## Information shown
_ _ _

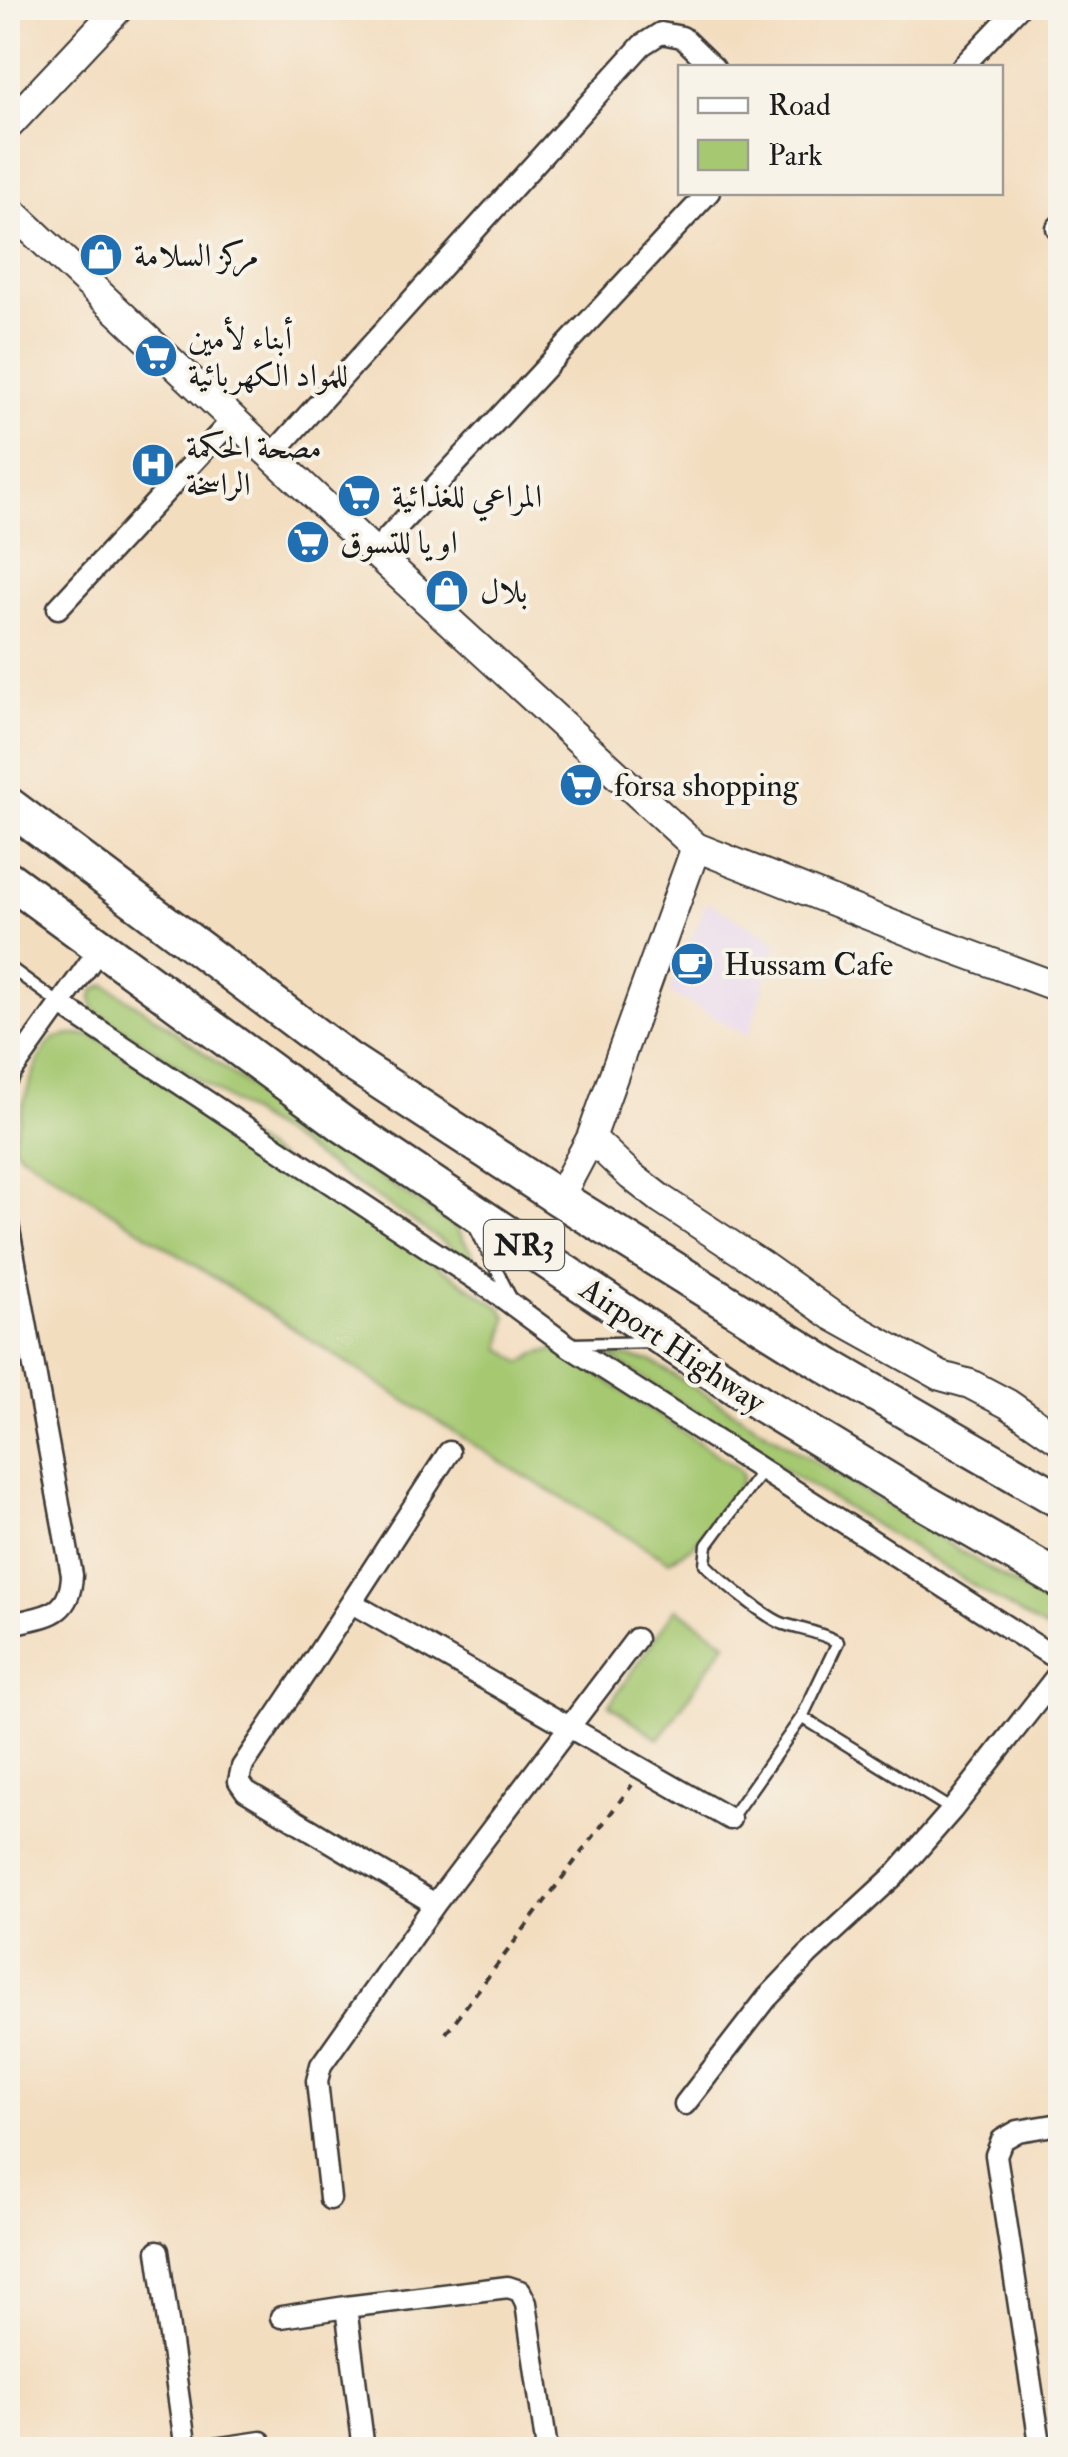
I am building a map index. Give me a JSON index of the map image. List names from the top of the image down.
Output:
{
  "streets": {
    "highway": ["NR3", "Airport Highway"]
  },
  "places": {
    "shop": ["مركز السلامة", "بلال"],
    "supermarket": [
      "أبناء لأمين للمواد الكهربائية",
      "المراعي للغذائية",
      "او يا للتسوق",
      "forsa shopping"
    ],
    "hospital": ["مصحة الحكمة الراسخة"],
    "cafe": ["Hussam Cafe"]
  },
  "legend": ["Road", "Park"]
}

_ _ _

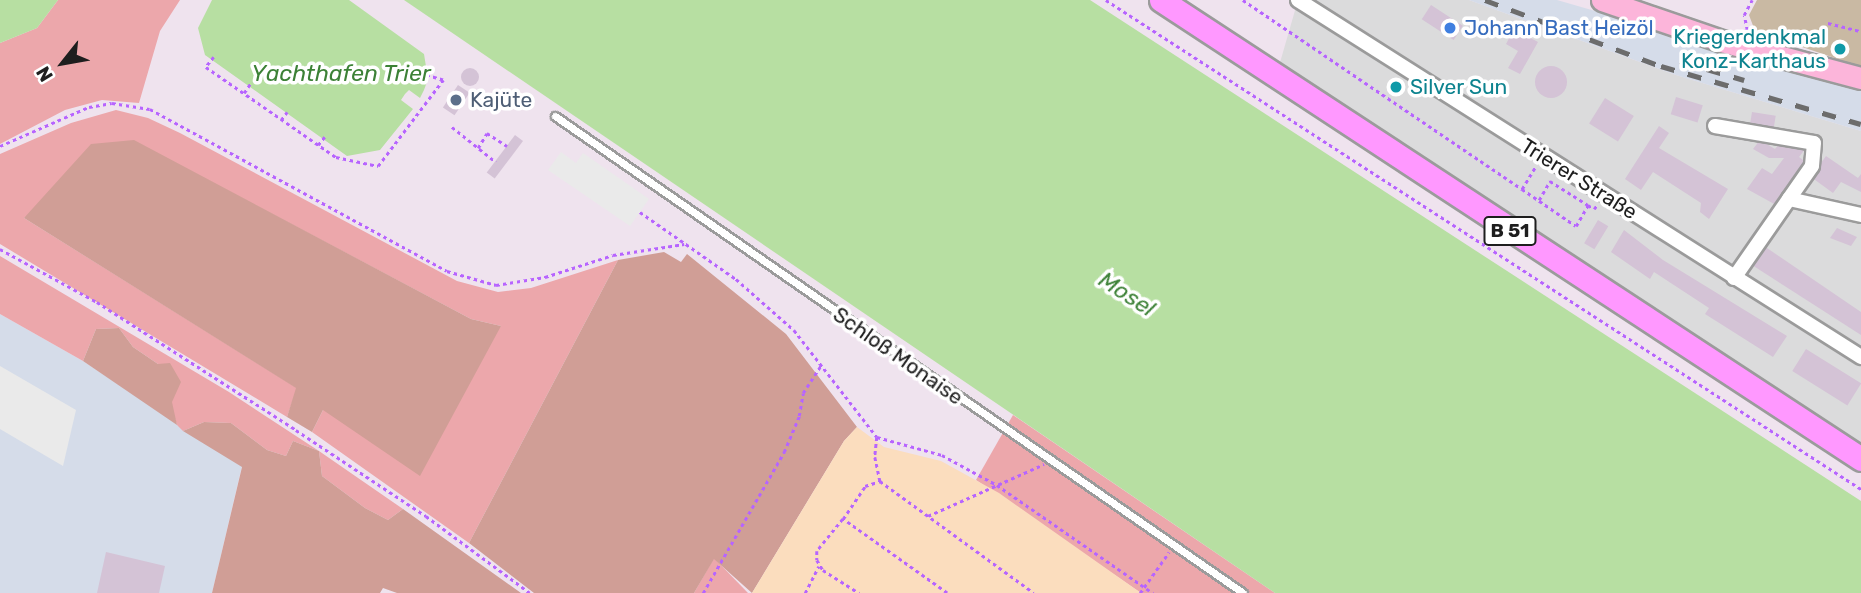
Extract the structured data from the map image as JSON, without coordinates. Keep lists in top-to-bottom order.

_ _ _

## Directions
Where in the entries does the word "from" occur? Copy out each line that has it.

## Written response
I am building a map index. Give me a JSON index of the map image. List names from the top of the image down.
Extract the structured data from the map image as JSON, without coordinates. Keep lists in top-to-bottom order.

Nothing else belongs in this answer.